The way to determine search direction distinguishes steepest descent algorithm and the Newton algorithm. Different stopping rules and step sizes can be mixed and matched with both algorithms.

## Steepest Descent algorithm for unconstrained optimization

In the steepest descent algorithm, the search direction is determined by the negative of the gradient $-\nabla f(x)$.

### Code in Python

Let us use a simple stopping rule, where we stop when the change is not bigger than precision and step size is constant. 

In [100]:
def steepest_descent(f,start,step,precision):
    f_old = float('Inf')
    x = np.array(start)
    steps = []
    f_new = f(x)
    while abs(f_old-f_new)>precision:
        f_old = f_new
        d = -np.array(ad.gh(f)[0](x))
        x = x+d*step
        f_new = f(x)
        steps.append(list(x))
    return x,f_new,steps

###Solve the problem using the Python function

In [117]:
start = [2.0,-10.0]
(x_value,f_value,steps) = steepest_descent(f_simple,start,0.2,0.0001)
print "Optimal solution is ",x_value

Optimal solution is  [ 5.         -5.00653035]


Plot the steps of solving

In [102]:
import matplotlib.pyplot as plt

def plot_2d_steps(steps,start):
    myvec = np.array([start]+steps).transpose()
    plt.plot(myvec[0,],myvec[1,],'ro')
    for label,x,y in zip([str(i) for i in range(len(steps)+1)],myvec[0,],myvec[1,]):
        plt.annotate(label,xy = (x, y))
    return plt

In [111]:
plot_2d_steps(steps,start).show()

##Newton's method

Based on setting the research direction as $-[Hf(x)]^{-1}\nabla f(x)$.

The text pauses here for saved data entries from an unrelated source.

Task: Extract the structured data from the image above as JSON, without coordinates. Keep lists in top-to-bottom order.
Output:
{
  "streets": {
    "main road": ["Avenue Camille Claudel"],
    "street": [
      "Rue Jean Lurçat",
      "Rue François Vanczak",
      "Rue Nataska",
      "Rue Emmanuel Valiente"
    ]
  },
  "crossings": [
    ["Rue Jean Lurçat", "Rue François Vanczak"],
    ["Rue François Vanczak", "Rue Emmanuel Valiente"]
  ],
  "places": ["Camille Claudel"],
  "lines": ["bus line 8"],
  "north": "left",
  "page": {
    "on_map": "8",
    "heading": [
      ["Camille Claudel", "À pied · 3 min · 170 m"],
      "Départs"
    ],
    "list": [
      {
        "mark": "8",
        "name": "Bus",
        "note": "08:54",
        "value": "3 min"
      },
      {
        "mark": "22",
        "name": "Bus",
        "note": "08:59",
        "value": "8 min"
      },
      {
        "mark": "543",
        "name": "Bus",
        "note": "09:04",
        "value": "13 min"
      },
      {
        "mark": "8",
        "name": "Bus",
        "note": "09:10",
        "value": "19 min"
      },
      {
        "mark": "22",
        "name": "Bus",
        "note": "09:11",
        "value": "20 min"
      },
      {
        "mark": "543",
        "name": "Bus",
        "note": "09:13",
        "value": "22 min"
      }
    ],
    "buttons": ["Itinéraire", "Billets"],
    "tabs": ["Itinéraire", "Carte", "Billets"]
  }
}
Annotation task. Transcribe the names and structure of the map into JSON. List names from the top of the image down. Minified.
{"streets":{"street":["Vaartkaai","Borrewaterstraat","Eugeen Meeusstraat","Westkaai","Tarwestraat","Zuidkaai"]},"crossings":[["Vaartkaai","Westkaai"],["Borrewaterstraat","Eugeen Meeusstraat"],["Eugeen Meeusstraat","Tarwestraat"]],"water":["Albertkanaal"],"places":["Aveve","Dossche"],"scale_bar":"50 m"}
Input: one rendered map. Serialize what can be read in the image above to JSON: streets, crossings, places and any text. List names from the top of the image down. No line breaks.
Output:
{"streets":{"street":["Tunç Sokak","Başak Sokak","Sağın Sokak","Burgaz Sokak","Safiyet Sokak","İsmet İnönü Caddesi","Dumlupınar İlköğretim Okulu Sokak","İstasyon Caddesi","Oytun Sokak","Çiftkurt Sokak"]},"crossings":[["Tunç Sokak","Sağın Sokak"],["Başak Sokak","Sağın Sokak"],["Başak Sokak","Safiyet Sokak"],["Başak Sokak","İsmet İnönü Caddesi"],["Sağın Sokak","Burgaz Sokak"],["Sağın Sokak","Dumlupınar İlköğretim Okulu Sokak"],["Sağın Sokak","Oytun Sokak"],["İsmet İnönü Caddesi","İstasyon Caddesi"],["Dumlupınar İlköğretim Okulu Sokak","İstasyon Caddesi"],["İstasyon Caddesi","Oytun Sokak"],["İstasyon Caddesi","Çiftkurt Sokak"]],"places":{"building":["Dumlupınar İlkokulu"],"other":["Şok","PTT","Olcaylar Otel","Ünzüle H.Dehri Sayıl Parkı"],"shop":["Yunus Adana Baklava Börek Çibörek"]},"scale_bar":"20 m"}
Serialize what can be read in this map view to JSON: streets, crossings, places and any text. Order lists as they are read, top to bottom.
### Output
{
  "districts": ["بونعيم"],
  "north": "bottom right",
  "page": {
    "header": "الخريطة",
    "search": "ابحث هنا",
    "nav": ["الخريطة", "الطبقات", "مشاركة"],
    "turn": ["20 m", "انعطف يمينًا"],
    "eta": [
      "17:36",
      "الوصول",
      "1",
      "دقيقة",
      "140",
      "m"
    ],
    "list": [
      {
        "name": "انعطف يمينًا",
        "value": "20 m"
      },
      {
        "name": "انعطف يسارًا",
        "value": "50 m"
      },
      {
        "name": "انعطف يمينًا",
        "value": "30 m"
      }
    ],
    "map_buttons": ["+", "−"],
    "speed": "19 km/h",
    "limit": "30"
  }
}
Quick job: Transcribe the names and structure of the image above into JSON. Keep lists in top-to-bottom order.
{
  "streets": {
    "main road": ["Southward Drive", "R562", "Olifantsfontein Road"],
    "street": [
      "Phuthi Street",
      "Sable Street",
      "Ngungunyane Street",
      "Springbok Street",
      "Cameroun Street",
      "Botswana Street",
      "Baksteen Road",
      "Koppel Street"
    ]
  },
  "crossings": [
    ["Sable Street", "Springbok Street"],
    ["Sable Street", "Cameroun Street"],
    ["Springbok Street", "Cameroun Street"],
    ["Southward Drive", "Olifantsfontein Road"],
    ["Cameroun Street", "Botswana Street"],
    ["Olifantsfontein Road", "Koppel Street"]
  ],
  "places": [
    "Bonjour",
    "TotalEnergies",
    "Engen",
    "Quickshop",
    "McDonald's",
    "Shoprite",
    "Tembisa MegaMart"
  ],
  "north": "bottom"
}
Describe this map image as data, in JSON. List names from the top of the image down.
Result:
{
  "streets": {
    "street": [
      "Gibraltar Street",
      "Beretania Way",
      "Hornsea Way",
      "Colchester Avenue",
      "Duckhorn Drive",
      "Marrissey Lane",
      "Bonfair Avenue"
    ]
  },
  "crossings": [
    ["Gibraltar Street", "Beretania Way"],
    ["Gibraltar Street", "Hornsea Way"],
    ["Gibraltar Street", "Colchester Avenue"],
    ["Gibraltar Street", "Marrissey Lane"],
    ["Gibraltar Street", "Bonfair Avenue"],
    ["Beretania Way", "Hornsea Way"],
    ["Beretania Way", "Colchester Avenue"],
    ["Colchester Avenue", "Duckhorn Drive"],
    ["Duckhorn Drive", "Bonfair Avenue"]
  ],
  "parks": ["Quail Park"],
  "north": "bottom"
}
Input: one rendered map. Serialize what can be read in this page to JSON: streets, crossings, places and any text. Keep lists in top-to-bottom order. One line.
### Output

In one-dimensional case, it is easy to see that since
$$f(x+\Delta x)\approx f(x)+f'(x)\Delta x+\frac12f''(x)\Delta x^2$$
with the Taylor series.

We want to find $x$ such that $f(x)$ is at minimum and, thus, we seek to solve the equation that sets the derivative of this expression with respect to $\Delta x$ equal to zero:

$$ 0 = \frac{d}{d\Delta x} \left(f(x_n)+f'(x_n)\Delta x+\frac 1 2 f''(x_n) \Delta x^2\right) = f'(x_n)+f'' (x_n) \Delta x.$$

The solution of the above equation is $\Delta x=-f'(x)/f''(x)$. Thus, the best approximation of $x$ as the minimum is $x-f'(x)/f''(x)$.


In [92]:
def newton(f,start,step,precision):
    f_old = float('Inf')
    x = np.array(start)
    steps = []
    f_new = f(x)
    while abs(f_old-f_new)>precision:
        f_old = f_new
        H_inv = np.linalg.inv(np.matrix(ad.gh(f)[1](x)))
        d = (-H_inv*(np.matrix(ad.gh(f)[0](x)).transpose())).transpose()
        x = np.array(x+d*step)[0] #Change the type back to array so that we can use it in our function
        f_new = f(x)
        steps.append(list(x))
    return x,f_new,steps

In [118]:
start = [2.0,-10.0]
(x_value,f_value,steps) = newton(f_simple,start,1,0.01)
print "Optimal solution is ",x_value

Optimal solution is  [ 5. -5.]


In [98]:
plot_2d_steps(steps,start).show()

In [20]:
import test_problems

In [21]:
test_problems.rosenbrock(start)

12101.0

In [25]:
(x_value,f_value,steps) = steepest_descent(test_problems.rosenbrock,start,0.1,1e-10)

In [30]:
print [start]+steps

[[2.0, -10.0], [-438.20000000000005, 210.0], [3385118541.1600018, 3853942.8000000007], [-1.5516066618863538e+30, 2.2918055061862639e+20], [1.4941868092114043e+92, 4.8149664664202277e+61], [nan, nan]]